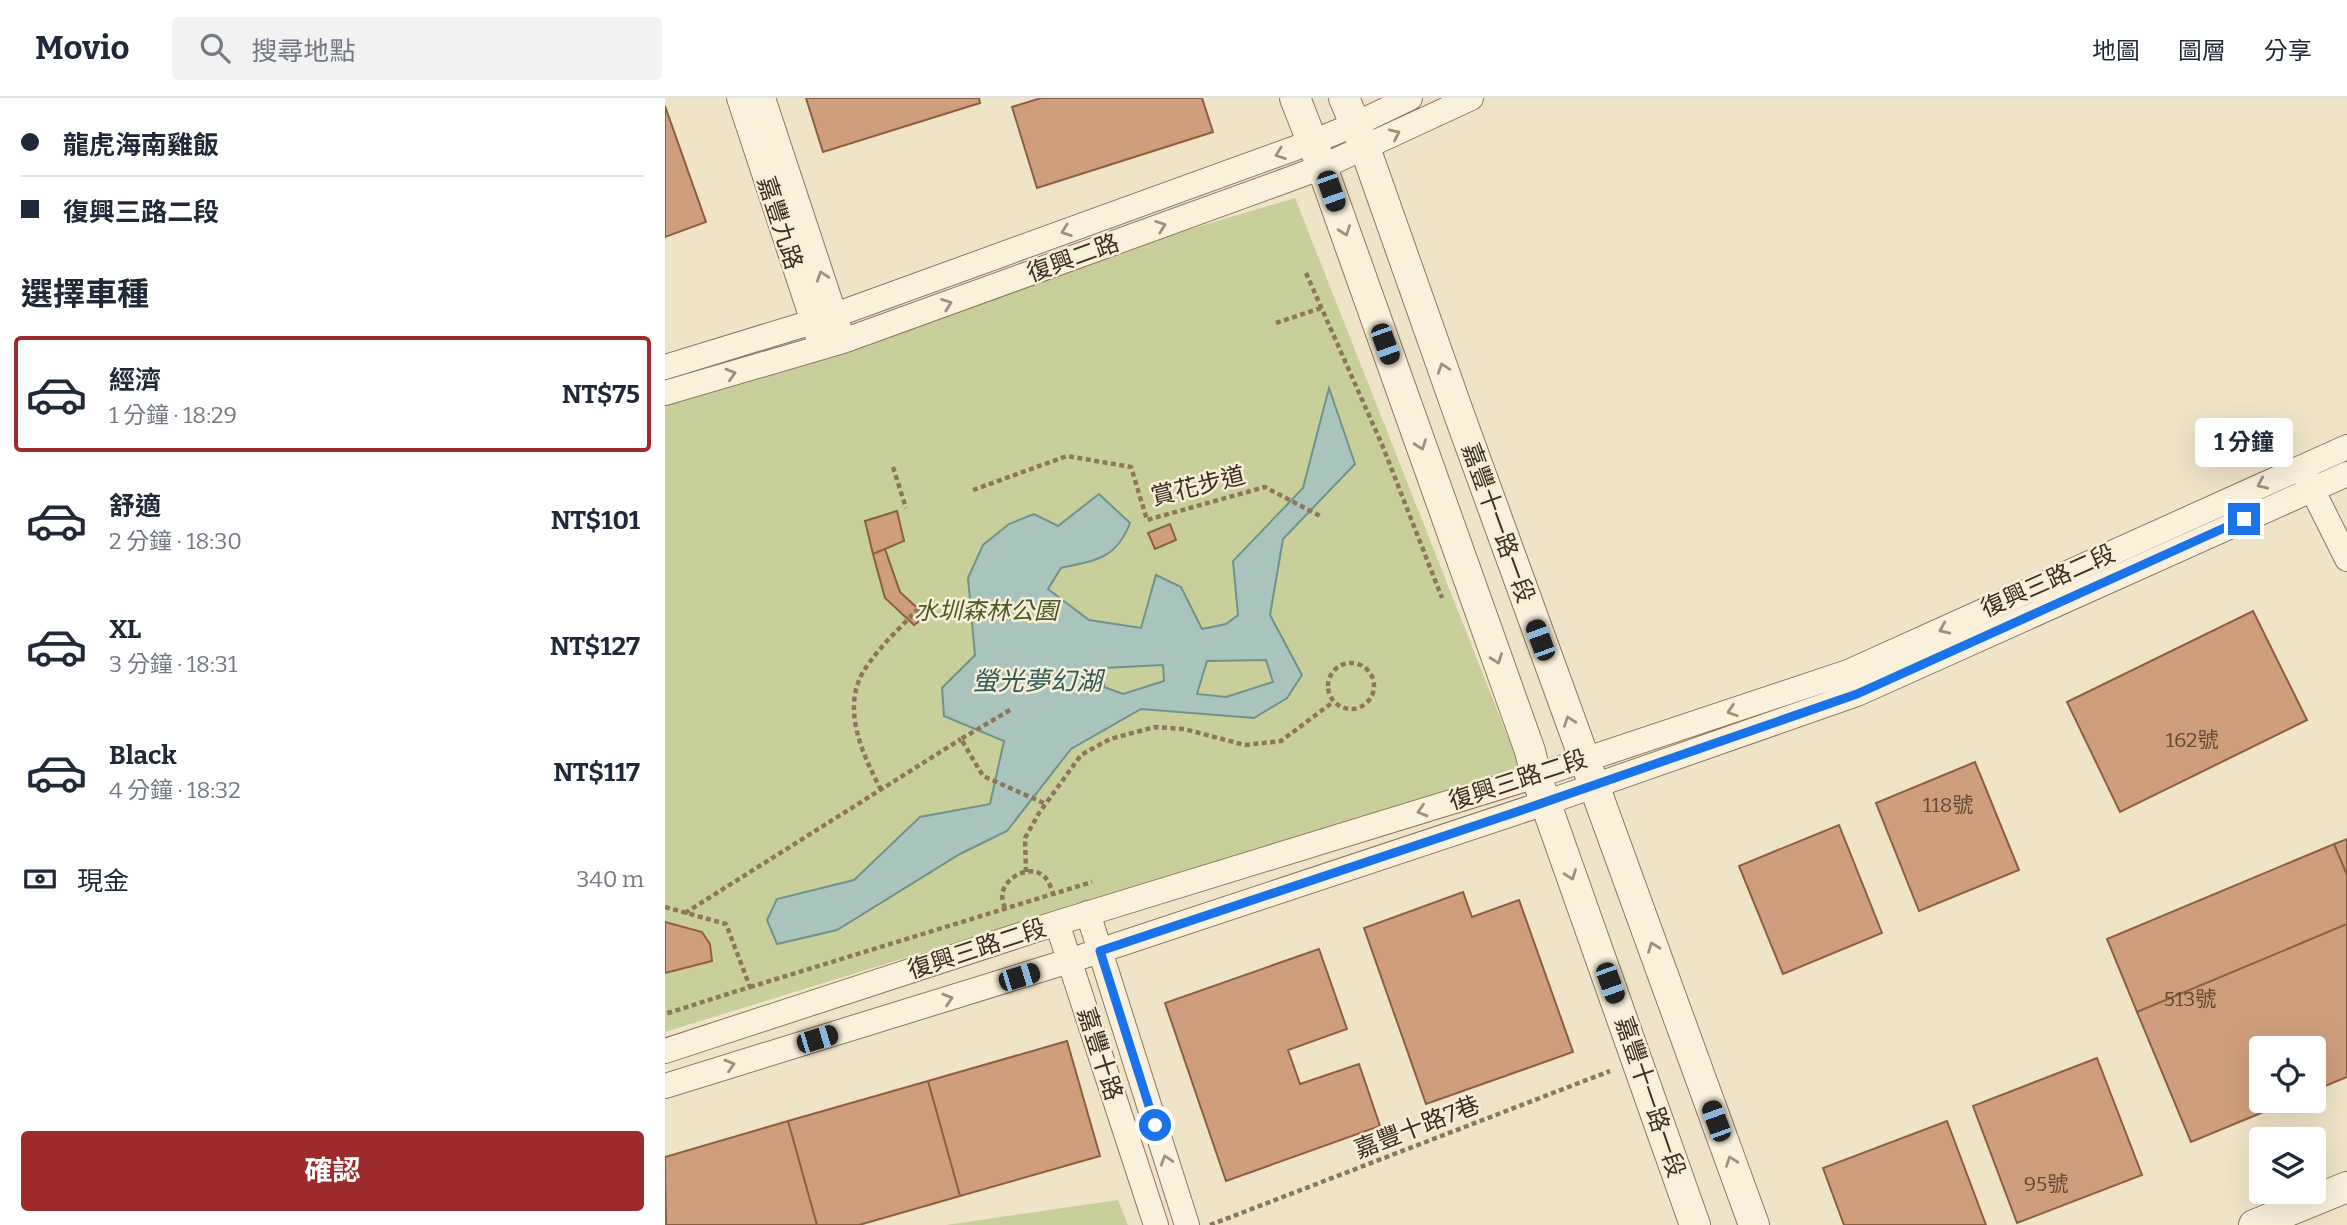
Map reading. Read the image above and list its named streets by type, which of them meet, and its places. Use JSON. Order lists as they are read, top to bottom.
{
  "streets": {
    "street": [
      "嘉豐九路",
      "復興二路",
      "嘉豐十一路一段",
      "復興三路二段",
      "嘉豐十路"
    ],
    "path": ["賞花步道", "嘉豐十路7巷"]
  },
  "crossings": [
    ["嘉豐九路", "復興二路"],
    ["復興二路", "嘉豐十一路一段"],
    ["嘉豐十一路一段", "復興三路二段"],
    ["嘉豐十一路一段", "嘉豐十路7巷"],
    ["復興三路二段", "嘉豐十路"]
  ],
  "water": ["螢光夢幻湖"],
  "parks": ["水圳森林公園"],
  "house_numbers": [
    "162號",
    "118號",
    "513號",
    "95號"
  ],
  "page": {
    "header": "Movio",
    "search": "搜尋地點",
    "nav": ["地圖", "圖層", "分享"],
    "banner": ["龍虎海南雞飯", "復興三路二段"],
    "heading": "選擇車種",
    "list": [
      {
        "name": "經濟",
        "note": "1 分鐘 · 18:29",
        "value": "NT$75"
      },
      {
        "name": "舒適",
        "note": "2 分鐘 · 18:30",
        "value": "NT$101"
      },
      {
        "name": "XL",
        "note": "3 分鐘 · 18:31",
        "value": "NT$127"
      },
      {
        "name": "Black",
        "note": "4 分鐘 · 18:32",
        "value": "NT$117"
      }
    ],
    "bubble": "1 分鐘",
    "pay": ["現金", "340 m"],
    "buttons": "確認"
  }
}
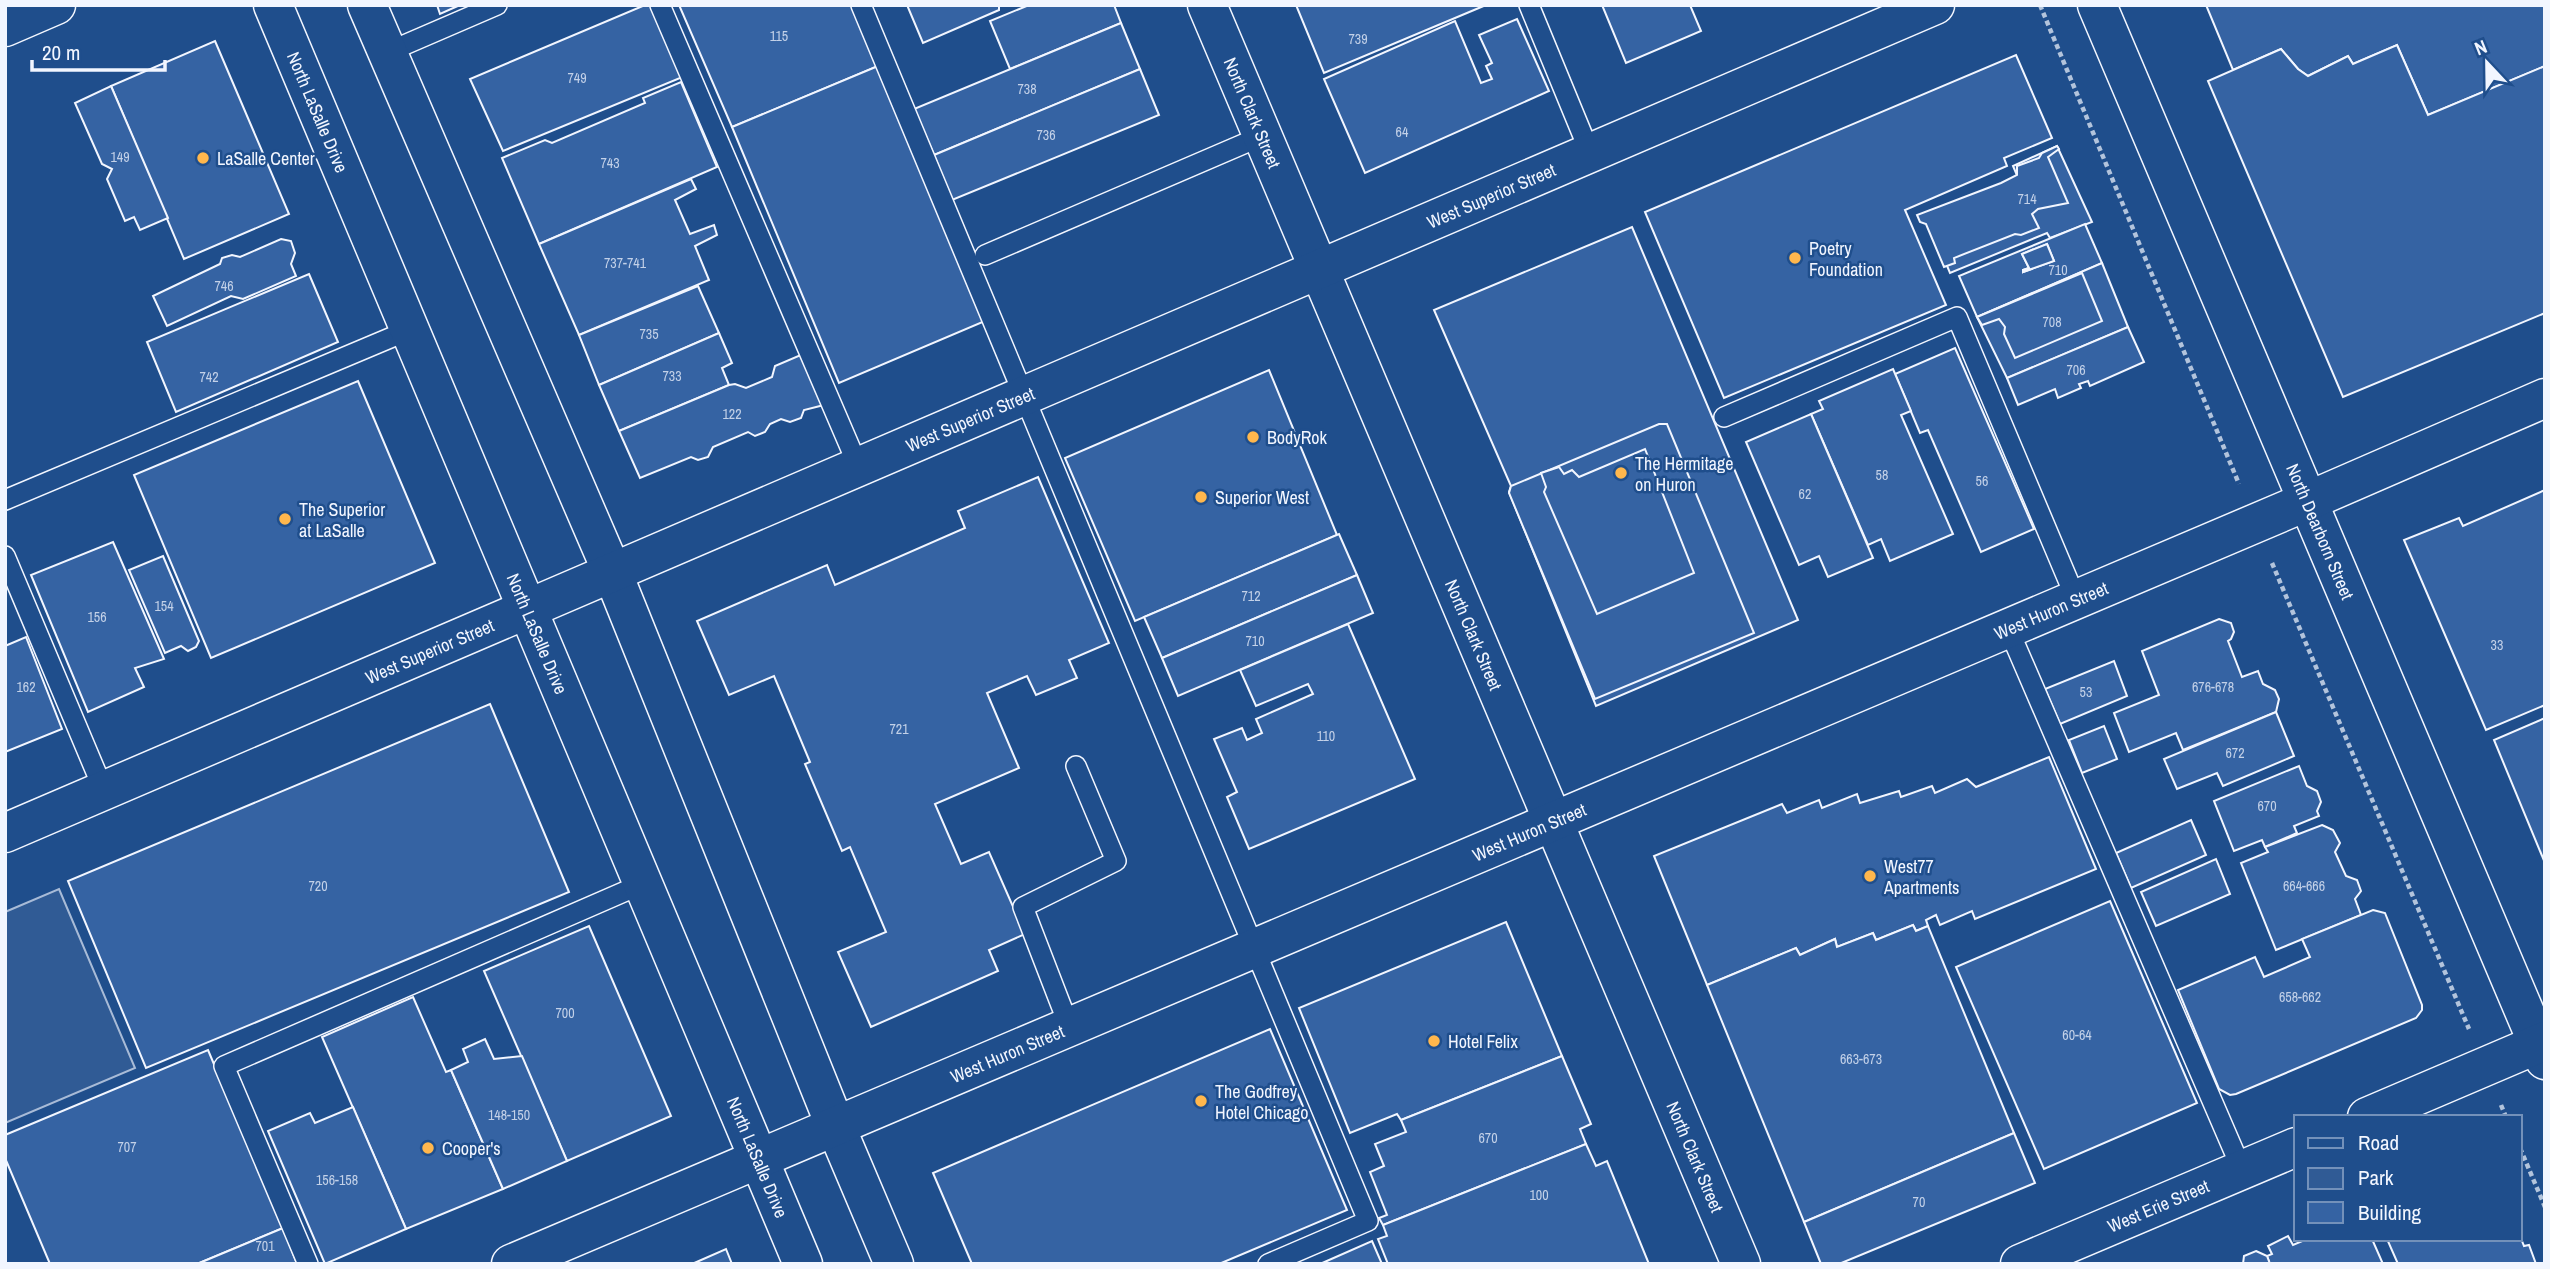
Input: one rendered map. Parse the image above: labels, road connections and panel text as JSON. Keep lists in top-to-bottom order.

================

Restate the data above exactly, stripping out each image.

• **RESULT**:
Map reading. Read the image above and list its named streets by type, which of them meet, and its places. Use JSON. Order lists as they are read, top to bottom.
{
  "streets": {
    "street": [
      "嘉豐九路",
      "復興二路",
      "嘉豐十一路一段",
      "復興三路二段",
      "嘉豐十路"
    ],
    "path": ["賞花步道", "嘉豐十路7巷"]
  },
  "crossings": [
    ["嘉豐九路", "復興二路"],
    ["復興二路", "嘉豐十一路一段"],
    ["嘉豐十一路一段", "復興三路二段"],
    ["嘉豐十一路一段", "嘉豐十路7巷"],
    ["復興三路二段", "嘉豐十路"]
  ],
  "water": ["螢光夢幻湖"],
  "parks": ["水圳森林公園"],
  "house_numbers": [
    "162號",
    "118號",
    "513號",
    "95號"
  ],
  "page": {
    "header": "Movio",
    "search": "搜尋地點",
    "nav": ["地圖", "圖層", "分享"],
    "banner": ["龍虎海南雞飯", "復興三路二段"],
    "heading": "選擇車種",
    "list": [
      {
        "name": "經濟",
        "note": "1 分鐘 · 18:29",
        "value": "NT$75"
      },
      {
        "name": "舒適",
        "note": "2 分鐘 · 18:30",
        "value": "NT$101"
      },
      {
        "name": "XL",
        "note": "3 分鐘 · 18:31",
        "value": "NT$127"
      },
      {
        "name": "Black",
        "note": "4 分鐘 · 18:32",
        "value": "NT$117"
      }
    ],
    "bubble": "1 分鐘",
    "pay": ["現金", "340 m"],
    "buttons": "確認"
  }
}
Input: one rendered map. Parse the image above: labels, road connections and panel text as JSON. Keep lists in top-to-bottom order.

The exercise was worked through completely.